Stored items

=== Section Start ===

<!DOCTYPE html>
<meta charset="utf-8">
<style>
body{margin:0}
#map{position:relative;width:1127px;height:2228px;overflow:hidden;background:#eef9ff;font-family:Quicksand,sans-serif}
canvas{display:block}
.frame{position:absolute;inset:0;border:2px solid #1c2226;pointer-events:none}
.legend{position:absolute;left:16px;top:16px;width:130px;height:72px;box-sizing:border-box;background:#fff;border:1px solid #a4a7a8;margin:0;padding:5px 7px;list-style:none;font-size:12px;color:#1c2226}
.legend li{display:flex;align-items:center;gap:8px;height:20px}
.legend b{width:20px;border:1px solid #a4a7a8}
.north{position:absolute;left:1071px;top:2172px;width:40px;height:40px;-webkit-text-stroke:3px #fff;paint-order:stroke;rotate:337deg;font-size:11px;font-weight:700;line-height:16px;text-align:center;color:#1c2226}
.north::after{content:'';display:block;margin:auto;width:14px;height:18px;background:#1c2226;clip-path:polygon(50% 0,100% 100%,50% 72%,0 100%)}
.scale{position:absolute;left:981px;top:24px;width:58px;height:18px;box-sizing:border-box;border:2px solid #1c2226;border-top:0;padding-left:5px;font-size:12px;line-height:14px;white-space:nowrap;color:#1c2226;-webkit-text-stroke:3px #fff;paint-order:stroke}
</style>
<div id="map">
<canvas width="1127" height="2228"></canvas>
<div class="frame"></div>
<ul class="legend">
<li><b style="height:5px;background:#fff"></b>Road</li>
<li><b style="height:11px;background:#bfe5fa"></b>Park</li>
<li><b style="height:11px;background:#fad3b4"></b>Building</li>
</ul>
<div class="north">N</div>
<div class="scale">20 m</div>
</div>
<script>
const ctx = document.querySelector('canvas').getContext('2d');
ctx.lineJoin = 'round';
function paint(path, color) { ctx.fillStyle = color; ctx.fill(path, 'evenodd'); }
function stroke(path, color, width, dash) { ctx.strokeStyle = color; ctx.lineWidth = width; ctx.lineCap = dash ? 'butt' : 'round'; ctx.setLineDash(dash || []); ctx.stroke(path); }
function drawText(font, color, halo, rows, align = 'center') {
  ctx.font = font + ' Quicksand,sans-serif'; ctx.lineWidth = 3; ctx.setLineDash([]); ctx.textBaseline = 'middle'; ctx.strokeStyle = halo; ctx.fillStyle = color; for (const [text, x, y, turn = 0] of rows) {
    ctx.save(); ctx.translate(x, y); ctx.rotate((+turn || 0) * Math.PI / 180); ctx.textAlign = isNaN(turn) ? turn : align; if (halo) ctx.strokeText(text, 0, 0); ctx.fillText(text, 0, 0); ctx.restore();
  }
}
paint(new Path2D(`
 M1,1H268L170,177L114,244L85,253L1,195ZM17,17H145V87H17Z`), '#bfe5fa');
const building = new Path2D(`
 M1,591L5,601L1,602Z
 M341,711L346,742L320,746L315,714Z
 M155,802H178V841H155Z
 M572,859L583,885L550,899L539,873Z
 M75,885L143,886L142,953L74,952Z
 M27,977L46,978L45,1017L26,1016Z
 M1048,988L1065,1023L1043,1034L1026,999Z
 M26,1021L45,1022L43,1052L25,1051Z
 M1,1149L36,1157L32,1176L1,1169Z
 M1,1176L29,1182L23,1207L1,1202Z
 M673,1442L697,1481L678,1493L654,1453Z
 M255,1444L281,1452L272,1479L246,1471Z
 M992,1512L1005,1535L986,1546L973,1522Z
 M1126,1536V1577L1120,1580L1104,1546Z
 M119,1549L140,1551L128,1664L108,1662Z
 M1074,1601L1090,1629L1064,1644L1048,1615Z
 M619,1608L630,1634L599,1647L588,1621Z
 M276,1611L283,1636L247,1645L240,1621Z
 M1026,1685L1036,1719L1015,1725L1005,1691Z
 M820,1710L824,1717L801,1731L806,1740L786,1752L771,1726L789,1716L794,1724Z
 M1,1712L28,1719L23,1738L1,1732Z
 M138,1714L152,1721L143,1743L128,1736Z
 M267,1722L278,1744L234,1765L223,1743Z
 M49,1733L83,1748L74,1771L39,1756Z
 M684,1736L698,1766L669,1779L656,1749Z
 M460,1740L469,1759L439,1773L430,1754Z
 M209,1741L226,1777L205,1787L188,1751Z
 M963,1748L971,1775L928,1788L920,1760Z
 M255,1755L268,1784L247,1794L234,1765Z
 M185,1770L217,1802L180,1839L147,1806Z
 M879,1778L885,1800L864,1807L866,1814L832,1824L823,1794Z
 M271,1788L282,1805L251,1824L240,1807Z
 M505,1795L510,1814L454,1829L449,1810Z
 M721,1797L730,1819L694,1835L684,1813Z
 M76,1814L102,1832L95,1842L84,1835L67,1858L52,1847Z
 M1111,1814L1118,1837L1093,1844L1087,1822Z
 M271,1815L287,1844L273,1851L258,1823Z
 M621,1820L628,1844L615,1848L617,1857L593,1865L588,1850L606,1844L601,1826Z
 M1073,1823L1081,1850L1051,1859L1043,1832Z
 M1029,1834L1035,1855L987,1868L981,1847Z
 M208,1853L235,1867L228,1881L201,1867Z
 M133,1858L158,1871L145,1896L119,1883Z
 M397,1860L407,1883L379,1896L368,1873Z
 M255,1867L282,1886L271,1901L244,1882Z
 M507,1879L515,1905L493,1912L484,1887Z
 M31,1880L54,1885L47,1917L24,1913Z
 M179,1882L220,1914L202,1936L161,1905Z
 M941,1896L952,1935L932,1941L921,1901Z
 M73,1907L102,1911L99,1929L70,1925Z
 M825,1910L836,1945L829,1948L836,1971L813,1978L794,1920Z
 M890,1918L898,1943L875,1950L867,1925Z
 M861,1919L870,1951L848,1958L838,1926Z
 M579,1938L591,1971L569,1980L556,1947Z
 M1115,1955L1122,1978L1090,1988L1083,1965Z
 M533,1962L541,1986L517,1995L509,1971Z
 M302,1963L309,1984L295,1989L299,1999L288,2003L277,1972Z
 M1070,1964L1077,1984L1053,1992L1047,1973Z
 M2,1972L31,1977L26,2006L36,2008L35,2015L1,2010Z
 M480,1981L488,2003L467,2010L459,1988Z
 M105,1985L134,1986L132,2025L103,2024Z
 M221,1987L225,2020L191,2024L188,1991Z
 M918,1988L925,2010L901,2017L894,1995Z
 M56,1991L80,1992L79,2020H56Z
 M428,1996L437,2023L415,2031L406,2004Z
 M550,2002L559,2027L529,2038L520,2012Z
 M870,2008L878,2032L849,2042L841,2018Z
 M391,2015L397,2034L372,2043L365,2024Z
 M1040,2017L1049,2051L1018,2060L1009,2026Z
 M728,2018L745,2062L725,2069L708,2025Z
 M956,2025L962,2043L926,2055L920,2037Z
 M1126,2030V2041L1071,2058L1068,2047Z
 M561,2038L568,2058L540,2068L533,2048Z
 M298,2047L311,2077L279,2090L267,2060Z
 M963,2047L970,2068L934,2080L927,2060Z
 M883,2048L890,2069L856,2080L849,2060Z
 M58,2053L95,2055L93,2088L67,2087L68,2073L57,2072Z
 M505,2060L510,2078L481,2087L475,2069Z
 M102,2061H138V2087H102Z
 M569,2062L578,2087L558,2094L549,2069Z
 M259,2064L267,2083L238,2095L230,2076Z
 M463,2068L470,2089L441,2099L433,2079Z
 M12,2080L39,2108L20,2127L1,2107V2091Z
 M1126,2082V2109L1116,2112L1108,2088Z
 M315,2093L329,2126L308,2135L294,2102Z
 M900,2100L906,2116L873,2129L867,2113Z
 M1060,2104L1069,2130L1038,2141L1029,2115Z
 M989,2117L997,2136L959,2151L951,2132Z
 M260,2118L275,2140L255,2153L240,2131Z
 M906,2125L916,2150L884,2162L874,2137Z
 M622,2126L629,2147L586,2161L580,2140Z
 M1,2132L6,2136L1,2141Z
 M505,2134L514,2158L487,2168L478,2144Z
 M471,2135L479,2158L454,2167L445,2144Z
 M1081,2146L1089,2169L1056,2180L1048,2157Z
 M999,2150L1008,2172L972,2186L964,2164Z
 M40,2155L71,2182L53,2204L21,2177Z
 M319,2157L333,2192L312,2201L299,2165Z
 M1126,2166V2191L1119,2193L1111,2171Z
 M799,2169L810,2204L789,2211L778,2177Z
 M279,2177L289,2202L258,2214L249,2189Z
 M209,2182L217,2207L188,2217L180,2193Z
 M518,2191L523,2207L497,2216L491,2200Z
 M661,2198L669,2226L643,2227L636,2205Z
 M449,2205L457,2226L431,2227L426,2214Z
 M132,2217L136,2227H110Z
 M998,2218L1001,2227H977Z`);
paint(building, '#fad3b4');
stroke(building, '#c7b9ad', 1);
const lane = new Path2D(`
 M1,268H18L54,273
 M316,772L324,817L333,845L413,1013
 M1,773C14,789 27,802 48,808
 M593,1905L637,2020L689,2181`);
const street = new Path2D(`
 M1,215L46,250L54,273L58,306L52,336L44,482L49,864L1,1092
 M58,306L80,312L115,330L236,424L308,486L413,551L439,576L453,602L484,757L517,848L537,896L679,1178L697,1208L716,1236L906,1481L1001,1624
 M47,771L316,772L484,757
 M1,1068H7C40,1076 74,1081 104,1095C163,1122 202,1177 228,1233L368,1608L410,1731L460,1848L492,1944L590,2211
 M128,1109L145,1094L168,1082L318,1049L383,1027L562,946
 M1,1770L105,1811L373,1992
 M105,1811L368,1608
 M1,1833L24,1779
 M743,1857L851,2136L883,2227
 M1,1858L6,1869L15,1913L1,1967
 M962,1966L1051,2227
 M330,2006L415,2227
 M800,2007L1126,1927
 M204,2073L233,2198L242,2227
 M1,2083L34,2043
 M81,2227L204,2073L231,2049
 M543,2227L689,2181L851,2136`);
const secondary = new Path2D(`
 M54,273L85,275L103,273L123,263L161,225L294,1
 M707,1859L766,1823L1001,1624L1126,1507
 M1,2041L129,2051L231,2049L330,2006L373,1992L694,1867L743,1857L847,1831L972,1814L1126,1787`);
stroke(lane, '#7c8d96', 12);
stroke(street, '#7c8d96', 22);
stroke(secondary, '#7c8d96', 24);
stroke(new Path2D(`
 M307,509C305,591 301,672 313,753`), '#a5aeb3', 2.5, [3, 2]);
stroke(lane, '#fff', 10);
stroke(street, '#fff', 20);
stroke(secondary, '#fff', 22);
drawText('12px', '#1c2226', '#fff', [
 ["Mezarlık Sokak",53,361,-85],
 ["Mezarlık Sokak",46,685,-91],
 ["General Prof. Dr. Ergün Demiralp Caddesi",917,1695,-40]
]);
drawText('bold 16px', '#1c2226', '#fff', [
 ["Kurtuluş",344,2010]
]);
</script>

=== Section End ===
=== Section Start ===

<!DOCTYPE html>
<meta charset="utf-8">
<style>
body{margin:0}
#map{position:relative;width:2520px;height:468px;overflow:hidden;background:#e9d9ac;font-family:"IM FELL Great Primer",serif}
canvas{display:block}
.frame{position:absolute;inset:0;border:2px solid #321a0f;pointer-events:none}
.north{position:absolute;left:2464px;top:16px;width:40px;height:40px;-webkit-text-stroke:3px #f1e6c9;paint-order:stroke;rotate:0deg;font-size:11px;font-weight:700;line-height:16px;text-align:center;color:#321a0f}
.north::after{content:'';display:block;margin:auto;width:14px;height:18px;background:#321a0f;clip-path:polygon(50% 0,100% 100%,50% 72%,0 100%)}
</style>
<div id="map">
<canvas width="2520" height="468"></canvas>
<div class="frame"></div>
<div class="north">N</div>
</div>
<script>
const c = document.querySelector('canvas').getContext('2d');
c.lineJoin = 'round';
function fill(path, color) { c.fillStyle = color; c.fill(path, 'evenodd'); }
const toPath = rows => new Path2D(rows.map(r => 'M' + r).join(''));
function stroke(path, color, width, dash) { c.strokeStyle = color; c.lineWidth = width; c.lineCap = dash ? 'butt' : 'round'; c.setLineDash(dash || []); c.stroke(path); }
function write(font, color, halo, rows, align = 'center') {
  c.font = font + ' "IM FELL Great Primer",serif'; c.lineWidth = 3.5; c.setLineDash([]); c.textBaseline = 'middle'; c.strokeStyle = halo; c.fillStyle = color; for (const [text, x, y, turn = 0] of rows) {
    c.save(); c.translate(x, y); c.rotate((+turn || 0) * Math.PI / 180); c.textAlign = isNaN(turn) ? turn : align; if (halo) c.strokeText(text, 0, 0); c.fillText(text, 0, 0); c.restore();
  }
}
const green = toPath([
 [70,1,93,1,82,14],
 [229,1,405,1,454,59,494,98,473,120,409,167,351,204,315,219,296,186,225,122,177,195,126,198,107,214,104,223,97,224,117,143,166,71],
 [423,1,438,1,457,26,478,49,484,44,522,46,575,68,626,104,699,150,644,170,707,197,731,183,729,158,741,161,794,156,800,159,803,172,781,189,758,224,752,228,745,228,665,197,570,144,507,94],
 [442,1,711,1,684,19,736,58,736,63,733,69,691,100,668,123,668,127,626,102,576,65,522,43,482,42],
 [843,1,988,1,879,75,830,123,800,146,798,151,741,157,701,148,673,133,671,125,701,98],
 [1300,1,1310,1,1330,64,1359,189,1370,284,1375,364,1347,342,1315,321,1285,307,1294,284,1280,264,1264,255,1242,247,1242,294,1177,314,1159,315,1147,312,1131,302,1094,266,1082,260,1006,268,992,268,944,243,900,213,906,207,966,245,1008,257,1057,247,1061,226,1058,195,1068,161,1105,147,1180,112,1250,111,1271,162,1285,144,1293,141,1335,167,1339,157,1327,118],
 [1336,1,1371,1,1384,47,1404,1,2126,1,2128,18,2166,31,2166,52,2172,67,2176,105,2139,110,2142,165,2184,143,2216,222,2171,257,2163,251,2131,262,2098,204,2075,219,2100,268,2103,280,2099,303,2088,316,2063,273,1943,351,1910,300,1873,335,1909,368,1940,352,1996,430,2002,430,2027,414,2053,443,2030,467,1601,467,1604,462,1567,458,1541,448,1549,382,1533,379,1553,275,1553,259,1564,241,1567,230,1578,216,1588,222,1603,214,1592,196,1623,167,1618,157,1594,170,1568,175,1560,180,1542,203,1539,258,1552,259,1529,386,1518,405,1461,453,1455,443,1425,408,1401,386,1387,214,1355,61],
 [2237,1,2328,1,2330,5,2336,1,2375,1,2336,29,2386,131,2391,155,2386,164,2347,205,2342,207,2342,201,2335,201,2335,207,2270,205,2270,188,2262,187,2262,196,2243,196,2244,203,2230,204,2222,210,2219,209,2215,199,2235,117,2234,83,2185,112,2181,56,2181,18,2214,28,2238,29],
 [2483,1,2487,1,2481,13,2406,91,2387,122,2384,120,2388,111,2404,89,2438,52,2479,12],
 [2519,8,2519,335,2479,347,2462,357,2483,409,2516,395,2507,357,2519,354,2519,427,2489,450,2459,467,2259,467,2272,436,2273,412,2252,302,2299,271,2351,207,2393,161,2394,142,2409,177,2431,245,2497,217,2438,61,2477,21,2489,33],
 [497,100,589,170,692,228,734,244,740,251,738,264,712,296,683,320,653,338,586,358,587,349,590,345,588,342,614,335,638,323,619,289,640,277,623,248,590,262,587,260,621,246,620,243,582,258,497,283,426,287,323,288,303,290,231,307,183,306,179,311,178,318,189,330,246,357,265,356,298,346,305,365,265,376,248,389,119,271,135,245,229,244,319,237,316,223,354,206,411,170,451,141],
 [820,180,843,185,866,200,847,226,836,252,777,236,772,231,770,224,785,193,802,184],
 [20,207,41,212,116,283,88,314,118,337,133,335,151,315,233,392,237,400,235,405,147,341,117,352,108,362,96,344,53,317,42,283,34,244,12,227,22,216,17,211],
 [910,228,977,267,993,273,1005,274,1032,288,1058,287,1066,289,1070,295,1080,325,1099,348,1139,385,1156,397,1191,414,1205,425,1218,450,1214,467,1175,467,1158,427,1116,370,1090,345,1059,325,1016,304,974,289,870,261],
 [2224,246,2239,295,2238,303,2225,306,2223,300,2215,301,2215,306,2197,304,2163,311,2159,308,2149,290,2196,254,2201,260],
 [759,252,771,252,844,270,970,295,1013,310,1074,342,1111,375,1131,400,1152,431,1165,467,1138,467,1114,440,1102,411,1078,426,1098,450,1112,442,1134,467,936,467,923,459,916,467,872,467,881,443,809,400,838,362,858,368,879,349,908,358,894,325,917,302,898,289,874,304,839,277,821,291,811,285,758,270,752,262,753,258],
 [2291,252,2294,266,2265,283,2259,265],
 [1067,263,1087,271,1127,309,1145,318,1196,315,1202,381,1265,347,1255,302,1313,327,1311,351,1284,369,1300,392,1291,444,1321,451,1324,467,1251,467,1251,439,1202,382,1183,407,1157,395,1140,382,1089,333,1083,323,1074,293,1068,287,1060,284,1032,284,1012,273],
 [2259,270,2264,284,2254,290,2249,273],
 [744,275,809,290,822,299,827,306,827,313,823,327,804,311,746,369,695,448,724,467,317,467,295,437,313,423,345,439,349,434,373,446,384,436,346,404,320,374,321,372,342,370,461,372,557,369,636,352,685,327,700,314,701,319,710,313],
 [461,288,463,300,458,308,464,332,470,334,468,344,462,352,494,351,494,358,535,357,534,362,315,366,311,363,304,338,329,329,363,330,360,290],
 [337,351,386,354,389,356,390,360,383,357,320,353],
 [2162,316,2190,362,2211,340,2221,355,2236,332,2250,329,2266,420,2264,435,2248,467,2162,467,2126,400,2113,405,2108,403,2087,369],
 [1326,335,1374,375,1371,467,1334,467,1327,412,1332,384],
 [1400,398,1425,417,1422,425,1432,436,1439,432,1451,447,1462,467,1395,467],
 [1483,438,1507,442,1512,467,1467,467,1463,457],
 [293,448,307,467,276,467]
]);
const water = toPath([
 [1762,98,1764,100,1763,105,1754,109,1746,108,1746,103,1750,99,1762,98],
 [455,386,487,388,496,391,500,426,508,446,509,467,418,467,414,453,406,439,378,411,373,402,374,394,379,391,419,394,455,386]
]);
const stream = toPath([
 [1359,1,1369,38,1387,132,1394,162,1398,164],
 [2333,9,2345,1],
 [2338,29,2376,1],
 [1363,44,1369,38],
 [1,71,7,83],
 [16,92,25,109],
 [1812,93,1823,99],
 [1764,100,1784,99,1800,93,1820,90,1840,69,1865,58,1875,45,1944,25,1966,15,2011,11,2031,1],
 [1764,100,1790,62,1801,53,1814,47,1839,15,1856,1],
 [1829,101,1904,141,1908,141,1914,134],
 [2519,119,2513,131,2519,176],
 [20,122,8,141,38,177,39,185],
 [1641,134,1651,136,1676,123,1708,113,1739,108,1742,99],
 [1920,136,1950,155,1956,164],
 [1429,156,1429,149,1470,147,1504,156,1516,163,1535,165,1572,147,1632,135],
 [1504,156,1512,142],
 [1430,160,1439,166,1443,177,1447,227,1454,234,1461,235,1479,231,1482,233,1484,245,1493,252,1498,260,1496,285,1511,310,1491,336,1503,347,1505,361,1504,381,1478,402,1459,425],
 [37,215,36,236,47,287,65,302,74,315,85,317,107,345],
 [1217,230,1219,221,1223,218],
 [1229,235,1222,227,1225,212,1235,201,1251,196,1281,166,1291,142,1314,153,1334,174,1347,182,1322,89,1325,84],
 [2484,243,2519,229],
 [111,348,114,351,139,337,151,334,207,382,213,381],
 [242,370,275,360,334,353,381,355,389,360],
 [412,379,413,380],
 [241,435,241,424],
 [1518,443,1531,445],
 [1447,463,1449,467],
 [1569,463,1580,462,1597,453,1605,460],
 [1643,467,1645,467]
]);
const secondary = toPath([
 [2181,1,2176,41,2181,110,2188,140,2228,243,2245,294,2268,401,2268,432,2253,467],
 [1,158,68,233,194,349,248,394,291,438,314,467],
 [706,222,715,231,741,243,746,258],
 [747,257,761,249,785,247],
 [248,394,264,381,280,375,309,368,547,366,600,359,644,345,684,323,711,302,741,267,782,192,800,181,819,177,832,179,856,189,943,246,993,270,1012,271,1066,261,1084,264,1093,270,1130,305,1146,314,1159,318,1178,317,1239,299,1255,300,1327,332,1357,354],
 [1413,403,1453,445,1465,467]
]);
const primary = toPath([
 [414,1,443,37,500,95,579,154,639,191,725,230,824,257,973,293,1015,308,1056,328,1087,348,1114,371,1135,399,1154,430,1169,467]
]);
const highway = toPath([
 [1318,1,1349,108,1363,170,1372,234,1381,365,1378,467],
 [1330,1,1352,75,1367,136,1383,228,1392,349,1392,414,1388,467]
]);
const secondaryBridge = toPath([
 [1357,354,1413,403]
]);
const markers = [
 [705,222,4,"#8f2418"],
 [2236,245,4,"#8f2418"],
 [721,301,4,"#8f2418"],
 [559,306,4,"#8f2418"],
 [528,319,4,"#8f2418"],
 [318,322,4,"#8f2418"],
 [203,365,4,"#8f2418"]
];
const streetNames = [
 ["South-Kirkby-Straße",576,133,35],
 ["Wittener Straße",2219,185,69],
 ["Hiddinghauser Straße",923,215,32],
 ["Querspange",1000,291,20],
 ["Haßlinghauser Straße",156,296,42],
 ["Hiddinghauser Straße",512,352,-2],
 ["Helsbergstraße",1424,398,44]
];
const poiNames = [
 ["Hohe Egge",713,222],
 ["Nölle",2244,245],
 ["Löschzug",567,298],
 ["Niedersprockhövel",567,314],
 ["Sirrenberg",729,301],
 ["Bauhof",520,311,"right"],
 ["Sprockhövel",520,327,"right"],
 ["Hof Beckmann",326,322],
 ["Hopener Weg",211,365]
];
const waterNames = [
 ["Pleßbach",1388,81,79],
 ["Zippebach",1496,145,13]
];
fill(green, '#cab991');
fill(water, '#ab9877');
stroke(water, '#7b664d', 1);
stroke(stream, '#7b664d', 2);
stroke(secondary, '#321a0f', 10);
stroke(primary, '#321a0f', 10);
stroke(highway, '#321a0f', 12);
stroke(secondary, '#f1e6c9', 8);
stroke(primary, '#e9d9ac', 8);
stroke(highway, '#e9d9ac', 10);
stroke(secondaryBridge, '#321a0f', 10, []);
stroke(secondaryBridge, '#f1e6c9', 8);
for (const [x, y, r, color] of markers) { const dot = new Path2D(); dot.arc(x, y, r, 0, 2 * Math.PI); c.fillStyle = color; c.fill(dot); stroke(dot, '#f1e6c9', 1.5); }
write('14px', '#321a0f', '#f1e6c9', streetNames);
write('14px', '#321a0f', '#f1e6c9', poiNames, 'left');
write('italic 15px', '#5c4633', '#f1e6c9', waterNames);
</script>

=== Section End ===

= What to do =
One stretch of the lines above is wanted, from the line that contains "M507,1879L515,1905L493,1912L484,1887Z" through the line that contains "M906,2125L916,2150L884,2162L874,2137Z". Output it exactly.

= Output for this task =
 M507,1879L515,1905L493,1912L484,1887Z
 M31,1880L54,1885L47,1917L24,1913Z
 M179,1882L220,1914L202,1936L161,1905Z
 M941,1896L952,1935L932,1941L921,1901Z
 M73,1907L102,1911L99,1929L70,1925Z
 M825,1910L836,1945L829,1948L836,1971L813,1978L794,1920Z
 M890,1918L898,1943L875,1950L867,1925Z
 M861,1919L870,1951L848,1958L838,1926Z
 M579,1938L591,1971L569,1980L556,1947Z
 M1115,1955L1122,1978L1090,1988L1083,1965Z
 M533,1962L541,1986L517,1995L509,1971Z
 M302,1963L309,1984L295,1989L299,1999L288,2003L277,1972Z
 M1070,1964L1077,1984L1053,1992L1047,1973Z
 M2,1972L31,1977L26,2006L36,2008L35,2015L1,2010Z
 M480,1981L488,2003L467,2010L459,1988Z
 M105,1985L134,1986L132,2025L103,2024Z
 M221,1987L225,2020L191,2024L188,1991Z
 M918,1988L925,2010L901,2017L894,1995Z
 M56,1991L80,1992L79,2020H56Z
 M428,1996L437,2023L415,2031L406,2004Z
 M550,2002L559,2027L529,2038L520,2012Z
 M870,2008L878,2032L849,2042L841,2018Z
 M391,2015L397,2034L372,2043L365,2024Z
 M1040,2017L1049,2051L1018,2060L1009,2026Z
 M728,2018L745,2062L725,2069L708,2025Z
 M956,2025L962,2043L926,2055L920,2037Z
 M1126,2030V2041L1071,2058L1068,2047Z
 M561,2038L568,2058L540,2068L533,2048Z
 M298,2047L311,2077L279,2090L267,2060Z
 M963,2047L970,2068L934,2080L927,2060Z
 M883,2048L890,2069L856,2080L849,2060Z
 M58,2053L95,2055L93,2088L67,2087L68,2073L57,2072Z
 M505,2060L510,2078L481,2087L475,2069Z
 M102,2061H138V2087H102Z
 M569,2062L578,2087L558,2094L549,2069Z
 M259,2064L267,2083L238,2095L230,2076Z
 M463,2068L470,2089L441,2099L433,2079Z
 M12,2080L39,2108L20,2127L1,2107V2091Z
 M1126,2082V2109L1116,2112L1108,2088Z
 M315,2093L329,2126L308,2135L294,2102Z
 M900,2100L906,2116L873,2129L867,2113Z
 M1060,2104L1069,2130L1038,2141L1029,2115Z
 M989,2117L997,2136L959,2151L951,2132Z
 M260,2118L275,2140L255,2153L240,2131Z
 M906,2125L916,2150L884,2162L874,2137Z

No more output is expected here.